AGEEM : la formation continue des enseignant.e.s de maternelle peut-elle être le fait d'une association d'enseignant.e.s ?
Paru dans Scolaire le dimanche 10 juillet 2022.
La formation continue des enseignant.e.s de maternelle peut-elle être le fait d'une association d'enseignant.e.s ? C'est la question qu'a, implicitement mais très clairement posée à Pap Ndiaye, Maryse Chrétien la présidente de l'AGEEM. L'association générale des enseignants des écoles et classes maternelles publiques organisait son 95ème congrès les 6, 7 et 8 juillet à Boulazac (Dordogne). Comme chaque année, elle avait invité le ministre de l'Education nationale, mais lors des précédentes éditions, Jean-Michel Blanquer avait envoyé des vidéos.
Sa venue était pour Pap Ndiaye l'occasion de dire toute l'importance qu'il attache à ce niveau de la scolarité, parce que, pour l'enfant, il est "important de se sentir accueilli dans la communauté humaine", parce que c'est là que l'on peut faire "naître le désir d'apprendre". Il rappelle que c'est en 1921 que le statut des enseignant.e.s de maternelle a été rendu équivalent à celui de "leurs collègues de l'école primaire". Et c'est la gaffe ! Toute l'assemblée en coeur, comme une seule femme, le reprend : "é-lé-men-taire" (la loi Jospin a créé "l'école primaire" qui rassemble l'école maternelle et l'école élémentaire, ndlr). Il se corrige et reprend, évoquant la loi de 2019 qui a rendu l'école maternelle obligatoire à trois ans, ce qui contribue à rendre la maternelle "incontournable".
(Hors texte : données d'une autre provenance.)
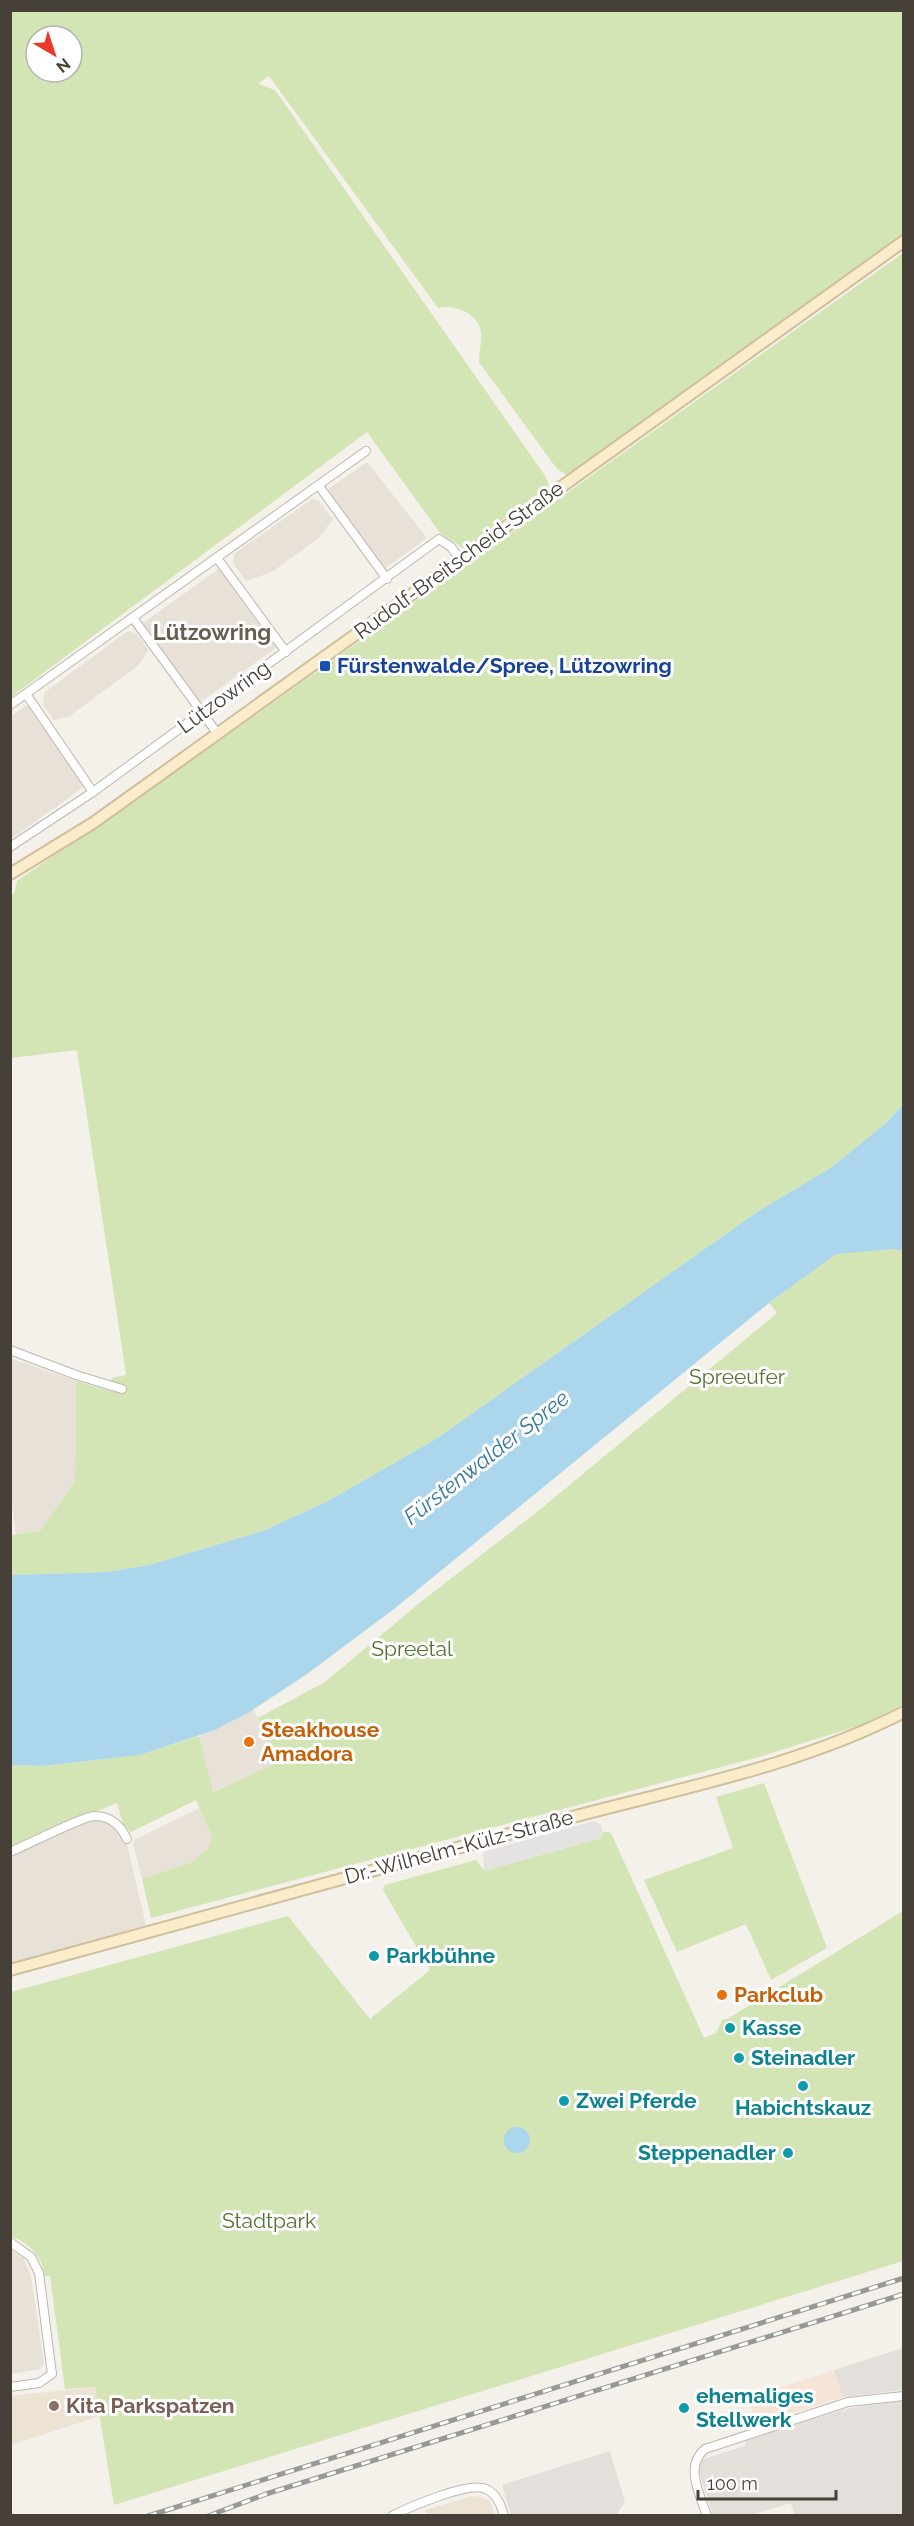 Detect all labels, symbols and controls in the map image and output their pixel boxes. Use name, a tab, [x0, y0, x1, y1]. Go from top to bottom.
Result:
north arrow	[24, 24, 84, 84]
text: N	[52, 54, 74, 76]
street label: Rudolf-Breitscheid-Straße	[349, 475, 568, 644]
district label: Lützowring	[153, 619, 271, 645]
place label: Fürstenwalde/Spree, Lützowring	[337, 653, 672, 678]
street label: Lützowring	[173, 655, 275, 738]
marker: Fürstenwalde/Spree, Lützowring	[318, 659, 332, 673]
park label: Spreeufer	[689, 1364, 786, 1389]
water label: Fürstenwalder Spree	[398, 1384, 574, 1530]
park label: Spreetal	[371, 1636, 453, 1661]
place label: Steakhouse Amadora	[261, 1717, 380, 1766]
marker: Steakhouse Amadora	[242, 1735, 256, 1749]
street label: Dr.-Wilhelm-Külz-Straße	[342, 1804, 576, 1889]
place label: Parkbühne	[386, 1943, 495, 1968]
marker: Parkbühne	[367, 1949, 381, 1963]
place label: Parkclub	[734, 1982, 823, 2007]
marker: Parkclub	[715, 1988, 729, 2002]
place label: Kasse	[742, 2015, 802, 2040]
marker: Kasse	[723, 2021, 737, 2035]
place label: Steinadler	[751, 2045, 855, 2070]
marker: Steinadler	[732, 2051, 746, 2065]
marker: Habichtskauz	[796, 2079, 810, 2093]
place label: Zwei Pferde	[576, 2088, 697, 2113]
marker: Zwei Pferde	[557, 2094, 571, 2108]
place label: Habichtskauz	[735, 2095, 871, 2120]
place label: Steppenadler	[638, 2140, 776, 2165]
marker: Steppenadler	[781, 2146, 795, 2160]
park label: Stadtpark	[222, 2208, 316, 2233]
place label: ehemaliges Stellwerk	[696, 2383, 814, 2432]
place label: Kita Parkspatzen	[66, 2393, 234, 2418]
marker: Kita Parkspatzen	[47, 2399, 61, 2413]
marker: ehemaliges Stellwerk	[677, 2401, 691, 2415]
scale bar	[698, 2463, 836, 2501]
text: 100 m	[707, 2473, 758, 2494] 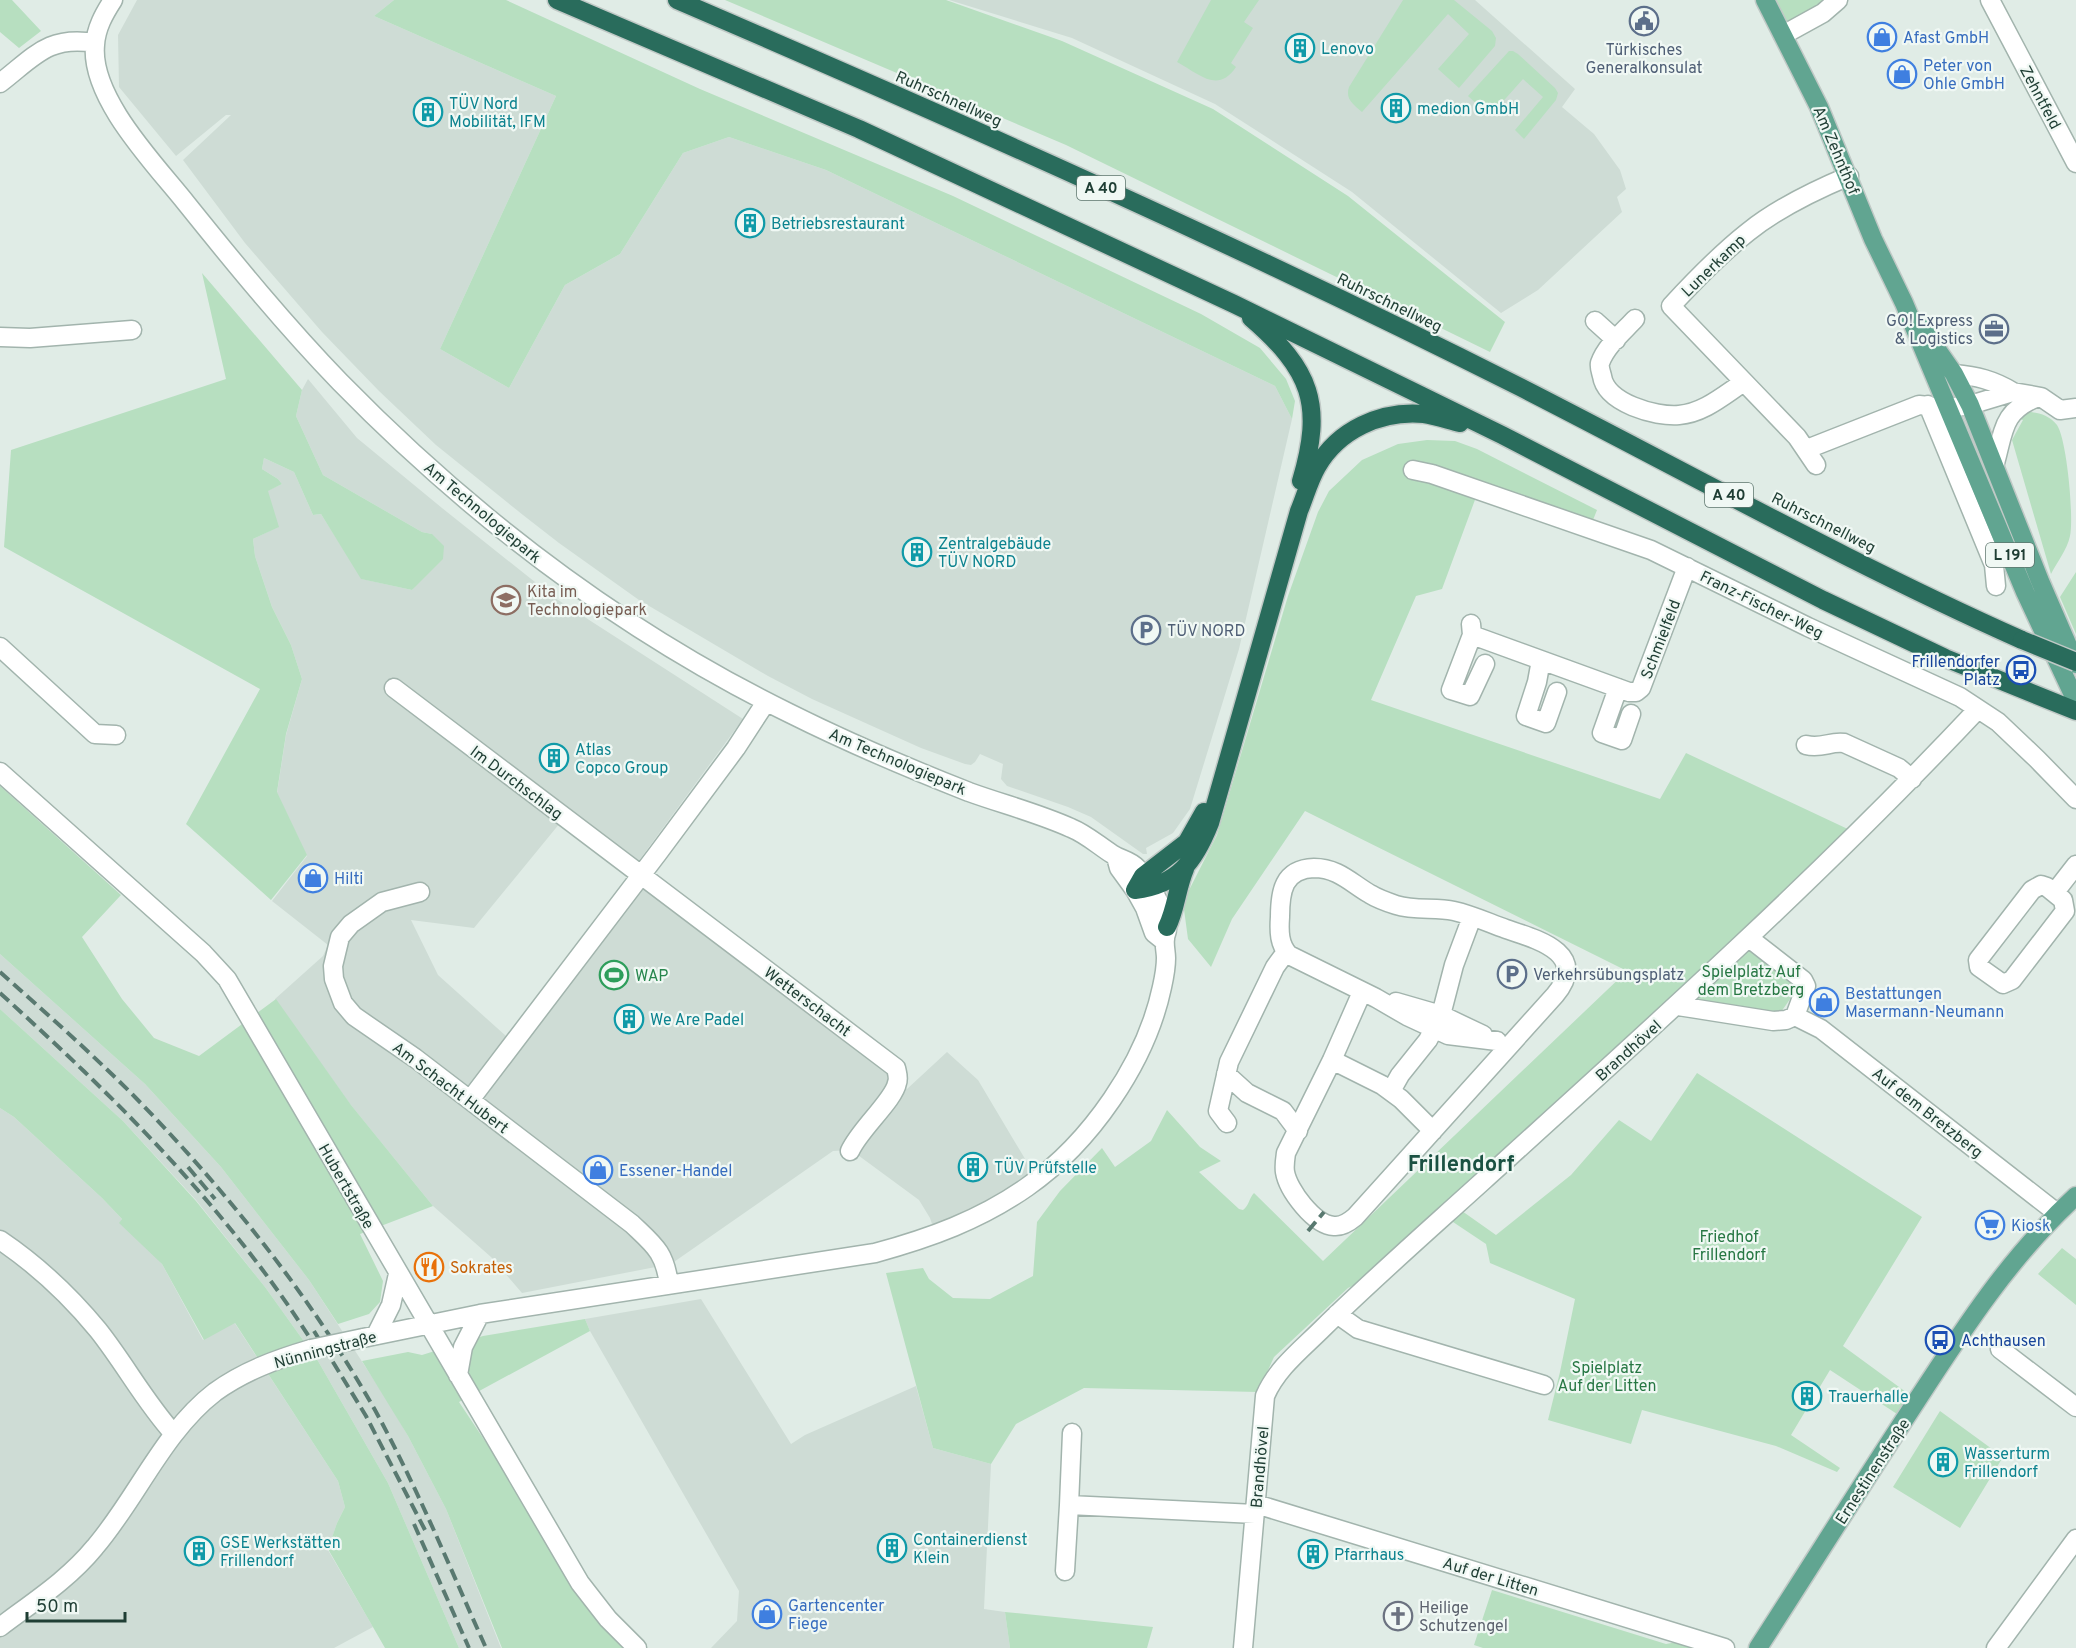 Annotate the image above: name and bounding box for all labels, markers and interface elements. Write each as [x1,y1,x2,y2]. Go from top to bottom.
public building icon: Türkisches Generalkonsulat [1628,5,1660,37]
shop icon: Afast GmbH [1866,21,1898,53]
place label: Afast GmbH [1903,29,1989,49]
building icon: Lenovo [1284,32,1316,64]
place label: Lenovo [1321,40,1374,60]
place label: Türkisches Generalkonsulat [1586,41,1702,79]
place label: Peter von Ohle GmbH [1923,57,2005,95]
shop icon: Peter von Ohle GmbH [1886,58,1918,90]
street label: Zehntfeld [2014,63,2064,133]
street label: Ruhrschnellweg [892,67,1005,132]
building icon: medion GmbH [1380,92,1412,124]
place label: TÜV Nord Mobilität, IFM [449,93,546,133]
building icon: TÜV Nord Mobilität, IFM [412,96,444,128]
place label: medion GmbH [1417,100,1519,120]
street label: Am Zehnthof [1808,104,1863,199]
road number: A 40 [1077,176,1125,200]
building icon: Betriebsrestaurant [734,207,766,239]
place label: Betriebsrestaurant [771,215,905,235]
street label: Lunerkamp [1678,231,1751,302]
street label: Ruhrschnellweg [1333,270,1445,338]
place label: GO! Express & Logistics [1886,312,1973,350]
office icon: GO! Express & Logistics [1978,313,2010,345]
street label: Am Technologiepark [419,458,545,569]
road number: A 40 [1705,483,1753,507]
street label: Ruhrschnellweg [1767,489,1879,559]
place label: Zentralgebäude TÜV NORD [938,535,1051,573]
building icon: Zentralgebäude TÜV NORD [901,536,933,568]
road number: L 191 [1986,543,2034,567]
street label: Franz-Fischer-Weg [1696,567,1826,644]
place label: Kita im Technologiepark [527,583,647,621]
school or university icon: Kita im Technologiepark [490,584,522,616]
street label: Schmielfeld [1638,597,1686,682]
parking icon: TÜV NORD [1130,614,1162,646]
place label: TÜV NORD [1167,620,1245,642]
place label: Frillendorfer Platz [1911,653,2000,691]
bus stop icon: Frillendorfer Platz [2005,654,2037,686]
street label: Am Technologiepark [825,725,969,801]
place label: Atlas Copco Group [575,741,668,779]
street label: Im Durchschlag [465,742,566,825]
building icon: Atlas Copco Group [538,742,570,774]
shop icon: Hilti [297,862,329,894]
place label: Hilti [334,870,363,890]
parking icon: Verkehrsübungsplatz [1496,958,1528,990]
sports icon: WAP [598,959,630,991]
street label: Wetterschacht [759,963,854,1042]
park label: Spielplatz Auf dem Bretzberg [1698,963,1804,1001]
place label: Verkehrsübungsplatz [1533,966,1684,986]
place label: WAP [635,967,668,987]
place label: Bestattungen Masermann-Neumann [1845,985,2004,1023]
shop icon: Bestattungen Masermann-Neumann [1808,986,1840,1018]
building icon: We Are Padel [613,1003,645,1035]
place label: We Are Padel [650,1011,744,1031]
street label: Brandhövel [1592,1016,1667,1086]
street label: Am Schacht Hubert [388,1038,512,1139]
street label: Auf dem Bretzberg [1867,1064,1986,1163]
street label: Hubertstraße [313,1141,378,1233]
building icon: TÜV Prüfstelle [957,1151,989,1183]
district label: Frillendorf [1408,1152,1514,1179]
shop icon: Essener-Handel [582,1154,614,1186]
place label: TÜV Prüfstelle [994,1157,1097,1179]
place label: Essener-Handel [619,1162,732,1182]
supermarket icon: Kiosk [1974,1209,2006,1241]
place label: Kiosk [2011,1217,2050,1237]
park label: Friedhof Frillendorf [1692,1228,1767,1266]
restaurant icon: Sokrates [413,1251,445,1283]
place label: Sokrates [450,1259,513,1279]
bus stop icon: Achthausen [1924,1324,1956,1356]
street label: Nünningstraße [272,1328,379,1374]
place label: Achthausen [1961,1332,2046,1352]
park label: Spielplatz Auf der Litten [1557,1359,1657,1397]
building icon: Trauerhalle [1791,1380,1823,1412]
place label: Trauerhalle [1828,1388,1909,1408]
street label: Ernestinenstraße [1832,1415,1915,1529]
street label: Brandhövel [1247,1425,1275,1509]
place label: Wasserturm Frillendorf [1964,1445,2050,1483]
building icon: Wasserturm Frillendorf [1927,1446,1959,1478]
place label: Containerdienst Klein [913,1531,1027,1569]
building icon: Containerdienst Klein [876,1532,908,1564]
place label: GSE Werkstätten Frillendorf [220,1534,341,1572]
building icon: GSE Werkstätten Frillendorf [183,1535,215,1567]
building icon: Pfarrhaus [1297,1538,1329,1570]
place label: Pfarrhaus [1334,1546,1404,1566]
street label: Auf der Litten [1440,1554,1541,1602]
scale bar [27,1585,124,1623]
text: 50 m [36,1596,78,1619]
place label: Gartencenter Fiege [788,1597,885,1635]
shop icon: Gartencenter Fiege [751,1598,783,1630]
place label: Heilige Schutzengel [1419,1599,1508,1637]
church icon: Heilige Schutzengel [1382,1600,1414,1632]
Le ministre dit quelques mots du "plan maternelle" pour cette école qui a "en son coeur" le développement du langage, les premières approches de l'écrit, des mathématiques, qui permet à l'enfant d'aller "vers une culture scolaire" pour ensuite "aborder l'école élémentaire" - il insiste sur "élémentaire", il a retenu la leçon, fait-il remarquer avec le sourire -, et ajoute que ce n'est pas "la seule finalité" de l'école maternelle. Il indique encore que la politique de dédoublement des grandes sections en éducation prioritaire, qui devrait atteindre 75 % à cette rentrée, sera poursuivie (interrogé par ToutEduc sur la pertinence de ce dispositif, il affirmera que les résultats enregistrés au CP et CE1 sont "convenables").
Il répond ainsi au discours de Maryse Chrétien qui lui a présenté l'AGEEM comme "une famille d'enseignant.es" qui se donnent, avec le congrès, mais aussi dans leurs sections départementales, les moyens de leur formation continue (ce qui sous-entend que la formation initiale et continue proposée par l'institution est insuffisante et ne répond pas aux besoins).
Le ministre dira plus tard qu'il "a pris note" de la demande qui lui a été adressée, que le congrès soit reconnu comme un temps de formation continue (ce qui permettrait aux enseignant.e.s d'avoir des autorisations d'absence, puisque le congrès empiète sur les derniers jours de l'année scolaire et qu'il est arrivé que ces autorisations leur soient refusées, et des ordres de mission, donc une prise en charge des trajets, ndlr).
Le thème du congrès était cette année "le temps" et Maryse Chrétien demande qu'on laisse aux enfants le temps de vivre leur école maternelle "sans penser primarisation". Elle fait le voeu que cette école "garde son identité forte", qu'une formation initiale et continue adaptée permette de continuer d'avoir "des enseignants créatifs et ambitieux". Elle demande aussi que "tous les savoirs soient considérés comme fondamentaux".
Interrogée par ToutEduc, la présidente de l'AGEEM juge importante la visite du ministre, elle permet de valoriser le travail de réflexion et de recherche des enseignant.e.s et de leur association avec son conseil scientifique, et de faire reconnaître la spécificité de la maternelle. Elle espère que le "plan maternelle" sera "construit" avec l'association, et qu'il aura pour principe d' "avancer tout doucement". Elle ajoute que la profession n'est pas demandeuse de dédoublements, surtout s'ils amènent à augmenter les effectifs des moyennes et petites sections. "Ce que nous demandons, c'est de la souplesse, que les effectifs varient selon le contexte ou l'activité à conduire." En ce qui concerne les fondamentaux, elle rappelle le propos de son discours, les savoirs forment un tout, "et on fait du langage et des mathématiques à travers toutes les activités". Mais elle a le sentiment que le ministre était "vraiment à l'écoute".
Le prochain congrès de l'AGEEM aura lieu les 5, 6 et 7 juillet 2023 à Roanne, et il aura pour thème la coopération et les compétences psycho-sociales.